To watch the Left debate about whether to sustain a filibuster against Trump Supreme Court nominee Neil Gorsuch is to see a political coalition contemplating self-cannibalism. The victor of this factional feud might have more dominance in the coalition, but the coalition’s power will on the whole be diminished.
From a strategic viewpoint, Senate Democrats have every incentive to let the filibuster for Supreme Court nominees live another day. Mitch McConnell knows that there will be a political cost for going nuclear on the Supreme Court filibuster, and he does not seem very eager to pay it. Nor does there seem to be that great of an appetite for working around the Senate filibuster for Supreme Court nominees. Nearly every signal that Republican Senate leadership has sent indicates that the party would very much like to approve Gorsuch — and any other Trump Supreme Court nominee — through the regular order of the Senate. This situation gives Senate Democrats some small measure of power: As long as the filibuster persists, their expectations become a variable that has to be factored into the calculus of any Supreme Court nomination. That variable may or may not have that much weight — but it will have some weight.
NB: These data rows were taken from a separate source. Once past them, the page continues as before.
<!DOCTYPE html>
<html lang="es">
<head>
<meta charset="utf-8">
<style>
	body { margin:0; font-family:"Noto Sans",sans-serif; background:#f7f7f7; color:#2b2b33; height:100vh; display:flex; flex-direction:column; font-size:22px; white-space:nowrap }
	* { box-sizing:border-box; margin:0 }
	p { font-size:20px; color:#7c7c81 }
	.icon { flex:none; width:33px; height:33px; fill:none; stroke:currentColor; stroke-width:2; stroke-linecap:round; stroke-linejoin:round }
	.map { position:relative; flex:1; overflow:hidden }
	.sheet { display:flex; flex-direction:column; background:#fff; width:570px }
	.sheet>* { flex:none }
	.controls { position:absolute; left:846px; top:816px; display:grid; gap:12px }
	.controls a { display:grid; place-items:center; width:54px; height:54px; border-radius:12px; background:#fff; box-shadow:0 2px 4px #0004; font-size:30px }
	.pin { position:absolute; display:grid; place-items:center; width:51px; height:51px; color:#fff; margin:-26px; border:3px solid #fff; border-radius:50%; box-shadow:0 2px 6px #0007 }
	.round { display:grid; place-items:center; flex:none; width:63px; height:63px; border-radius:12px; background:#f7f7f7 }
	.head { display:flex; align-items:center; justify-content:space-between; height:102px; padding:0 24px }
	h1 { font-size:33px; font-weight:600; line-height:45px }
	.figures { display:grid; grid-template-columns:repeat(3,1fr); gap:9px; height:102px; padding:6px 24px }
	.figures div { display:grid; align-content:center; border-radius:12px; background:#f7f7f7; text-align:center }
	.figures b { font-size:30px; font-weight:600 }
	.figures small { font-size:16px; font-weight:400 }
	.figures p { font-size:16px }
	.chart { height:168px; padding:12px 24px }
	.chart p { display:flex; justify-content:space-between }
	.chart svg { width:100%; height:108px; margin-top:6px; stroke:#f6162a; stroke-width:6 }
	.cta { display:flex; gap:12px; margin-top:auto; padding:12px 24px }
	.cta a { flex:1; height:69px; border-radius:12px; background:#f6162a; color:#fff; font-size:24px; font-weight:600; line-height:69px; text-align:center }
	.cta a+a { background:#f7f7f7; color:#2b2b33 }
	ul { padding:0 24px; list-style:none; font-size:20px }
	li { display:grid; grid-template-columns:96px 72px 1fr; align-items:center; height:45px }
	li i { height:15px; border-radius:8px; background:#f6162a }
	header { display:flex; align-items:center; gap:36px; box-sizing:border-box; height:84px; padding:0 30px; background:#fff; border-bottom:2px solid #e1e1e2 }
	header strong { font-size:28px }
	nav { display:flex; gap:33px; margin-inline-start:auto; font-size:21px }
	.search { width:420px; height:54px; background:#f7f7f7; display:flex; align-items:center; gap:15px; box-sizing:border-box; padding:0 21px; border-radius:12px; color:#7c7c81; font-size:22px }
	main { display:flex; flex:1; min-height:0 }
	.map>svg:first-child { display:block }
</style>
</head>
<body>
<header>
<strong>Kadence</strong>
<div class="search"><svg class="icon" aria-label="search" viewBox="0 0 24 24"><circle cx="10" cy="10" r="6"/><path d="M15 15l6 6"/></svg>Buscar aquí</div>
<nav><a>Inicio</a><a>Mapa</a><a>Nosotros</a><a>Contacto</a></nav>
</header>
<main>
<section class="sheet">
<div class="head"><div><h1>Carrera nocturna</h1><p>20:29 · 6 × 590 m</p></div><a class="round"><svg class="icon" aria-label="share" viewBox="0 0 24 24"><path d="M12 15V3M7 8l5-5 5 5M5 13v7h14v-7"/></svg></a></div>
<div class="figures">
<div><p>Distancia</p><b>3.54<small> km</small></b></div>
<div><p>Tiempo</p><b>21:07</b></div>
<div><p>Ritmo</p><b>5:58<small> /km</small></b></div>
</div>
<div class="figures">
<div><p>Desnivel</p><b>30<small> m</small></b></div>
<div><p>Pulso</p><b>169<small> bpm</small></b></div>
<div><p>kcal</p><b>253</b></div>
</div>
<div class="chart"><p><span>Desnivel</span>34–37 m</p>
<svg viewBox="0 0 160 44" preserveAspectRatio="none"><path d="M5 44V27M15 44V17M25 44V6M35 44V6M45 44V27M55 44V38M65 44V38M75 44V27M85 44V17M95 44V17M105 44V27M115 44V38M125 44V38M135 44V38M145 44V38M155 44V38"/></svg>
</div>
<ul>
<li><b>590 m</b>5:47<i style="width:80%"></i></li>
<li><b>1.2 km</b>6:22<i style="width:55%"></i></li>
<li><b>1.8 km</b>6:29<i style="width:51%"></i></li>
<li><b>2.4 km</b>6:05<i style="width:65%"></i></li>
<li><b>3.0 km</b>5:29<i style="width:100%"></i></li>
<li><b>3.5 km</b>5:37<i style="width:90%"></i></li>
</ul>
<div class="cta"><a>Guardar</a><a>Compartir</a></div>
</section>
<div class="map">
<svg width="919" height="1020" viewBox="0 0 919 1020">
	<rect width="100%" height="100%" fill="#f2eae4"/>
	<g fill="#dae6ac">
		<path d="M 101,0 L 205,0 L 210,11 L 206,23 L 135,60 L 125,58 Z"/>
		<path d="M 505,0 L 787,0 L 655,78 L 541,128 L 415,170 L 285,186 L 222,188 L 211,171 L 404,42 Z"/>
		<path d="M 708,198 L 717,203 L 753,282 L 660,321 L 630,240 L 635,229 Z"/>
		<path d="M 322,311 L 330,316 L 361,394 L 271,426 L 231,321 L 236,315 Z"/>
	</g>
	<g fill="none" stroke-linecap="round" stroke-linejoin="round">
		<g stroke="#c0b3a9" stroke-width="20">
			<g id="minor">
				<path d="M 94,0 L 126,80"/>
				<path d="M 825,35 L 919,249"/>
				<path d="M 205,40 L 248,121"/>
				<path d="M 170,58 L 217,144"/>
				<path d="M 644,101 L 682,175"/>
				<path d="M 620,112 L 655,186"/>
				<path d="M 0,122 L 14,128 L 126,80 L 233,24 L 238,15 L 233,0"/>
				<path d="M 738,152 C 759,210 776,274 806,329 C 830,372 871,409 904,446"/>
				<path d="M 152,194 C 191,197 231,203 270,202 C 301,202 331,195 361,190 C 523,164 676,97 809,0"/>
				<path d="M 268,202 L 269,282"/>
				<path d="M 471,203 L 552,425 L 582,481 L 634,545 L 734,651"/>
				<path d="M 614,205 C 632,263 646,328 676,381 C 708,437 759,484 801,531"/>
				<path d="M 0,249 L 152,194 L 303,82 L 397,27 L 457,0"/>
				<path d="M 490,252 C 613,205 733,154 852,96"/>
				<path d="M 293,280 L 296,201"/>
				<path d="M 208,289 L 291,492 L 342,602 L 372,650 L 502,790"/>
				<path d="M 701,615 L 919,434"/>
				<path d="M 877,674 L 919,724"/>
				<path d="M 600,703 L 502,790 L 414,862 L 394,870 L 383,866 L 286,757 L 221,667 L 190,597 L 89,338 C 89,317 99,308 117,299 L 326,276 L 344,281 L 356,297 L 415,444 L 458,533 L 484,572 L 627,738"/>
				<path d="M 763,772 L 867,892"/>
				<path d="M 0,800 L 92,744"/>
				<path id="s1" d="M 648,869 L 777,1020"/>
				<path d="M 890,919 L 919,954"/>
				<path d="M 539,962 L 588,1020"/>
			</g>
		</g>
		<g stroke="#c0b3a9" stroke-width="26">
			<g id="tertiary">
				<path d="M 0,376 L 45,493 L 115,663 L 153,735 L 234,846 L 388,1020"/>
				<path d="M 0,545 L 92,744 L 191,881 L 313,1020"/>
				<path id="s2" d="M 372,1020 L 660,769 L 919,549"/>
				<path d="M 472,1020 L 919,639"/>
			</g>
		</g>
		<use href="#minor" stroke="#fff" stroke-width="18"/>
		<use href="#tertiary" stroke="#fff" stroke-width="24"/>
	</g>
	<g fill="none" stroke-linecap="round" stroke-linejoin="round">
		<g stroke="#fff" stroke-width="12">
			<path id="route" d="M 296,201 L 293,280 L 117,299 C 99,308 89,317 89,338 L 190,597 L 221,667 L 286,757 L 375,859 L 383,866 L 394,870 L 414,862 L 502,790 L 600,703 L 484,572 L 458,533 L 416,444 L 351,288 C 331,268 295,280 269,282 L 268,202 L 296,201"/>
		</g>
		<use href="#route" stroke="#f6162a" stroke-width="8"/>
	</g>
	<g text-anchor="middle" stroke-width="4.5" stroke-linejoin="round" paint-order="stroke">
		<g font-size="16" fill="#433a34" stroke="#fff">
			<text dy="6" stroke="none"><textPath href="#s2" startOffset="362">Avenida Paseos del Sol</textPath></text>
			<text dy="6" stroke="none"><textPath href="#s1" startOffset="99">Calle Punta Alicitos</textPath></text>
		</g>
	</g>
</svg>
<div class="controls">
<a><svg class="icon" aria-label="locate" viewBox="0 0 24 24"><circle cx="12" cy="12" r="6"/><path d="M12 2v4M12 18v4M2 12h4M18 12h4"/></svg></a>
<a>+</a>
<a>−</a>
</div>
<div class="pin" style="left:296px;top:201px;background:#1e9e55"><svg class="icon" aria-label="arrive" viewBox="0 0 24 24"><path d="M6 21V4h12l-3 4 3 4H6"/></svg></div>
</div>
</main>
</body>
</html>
In the lead-up to the Gorsuch nomination, some on the left denounced the idea of appointing William H. Pryor of the Eleventh Circuit to the Supreme Court while implying that maybe — just maybe — someone like Neil Gorsuch would be an acceptable candidate. CBS reported that Democratic opposition to Pryor convinced GOP leaders in the Senate to suggest the difficulties of a Pryor nomination to the Trump White House. It’s unclear exactly how much influence this opposition had on President Trump’s decision, but it was certainly considered.
Nuking the Supreme Court filibuster, however, also vaporizes that consideration. Because of Harry Reid’s detonation of the nuclear option, Senate Democrats were essentially impotent about Trump’s cabinet appointments. Almost certainly, some of the choices would have been different if Senate Democrats had been able to filibuster the nominees. In expanding the power of the majority, Harry Reid simultaneously weakened the minority and Senate norms of consensus. Moreover, the existence of a possible filibuster for a Supreme Court nominee also gives some more maneuvering room to members of the president’s own party (and this is true for whoever is president): They can use the objections of the minority party as a way of expressing skepticism about a nominee without openly attacking the president’s choice.
By not sustaining a filibuster against Gorsuch, Senate Democrats continue to have leverage over Trump’s future Supreme Court nominees. Note that this is not choosing not to use leverage now in order to save it for another fight; the existence of the filibuster gave Democrats some small leverage over the Gorsuch pick, and, as long as the filibuster remains in place, they continue to hold that leverage. This leverage might be especially important if one of the left-leaning justices retires. Democrats might not be able to get Trump to appoint another Sotomayor, but another Kennedy seems more doable. This leverage might frustrate those conservatives who would prefer more originalist nominees, but, over the long term, maintaining the minority voice in the Senate might be worth the deferral of certain ideological priorities in the short term. Republicans will not defer those priorities, though, if they believe that Democrats will sustain a filibuster against any Supreme Court nominee to the right of David Souter.
It seems fairly clear that, for the Democratic coalition as a whole, there are many benefits for not goading Republicans into nuking the filibuster. That might not be true for some factions within the Democratic party, however. Some on the left would like to position themselves as the defenders of true progressive “purity” against those mealy-mouthed compromisers. For those self-anointed avatars of “resistance,” having the GOP nuke the Supreme Court filibuster would be a badge of honor: It would be a sign that progressives were willing to fight for their principles. The call to sustain a Gorsuch filibuster could thus be used as a trumpet to rally progressive activists and a club to attack factional rivals on the left. The fact that a sustained Gorsuch filibuster would actually end up weakening the power of Senate Democrats is an unfortunate side effect of this enterprise of demonstrating progressive “purity.”
As some Republicans can no doubt attest, parties that play the game of “purity” through self-immolation usually end up losing. Just ask Senator Chris Coons, the Democrat from Delaware who in no small part owes his seat to Republican indulgence in that game.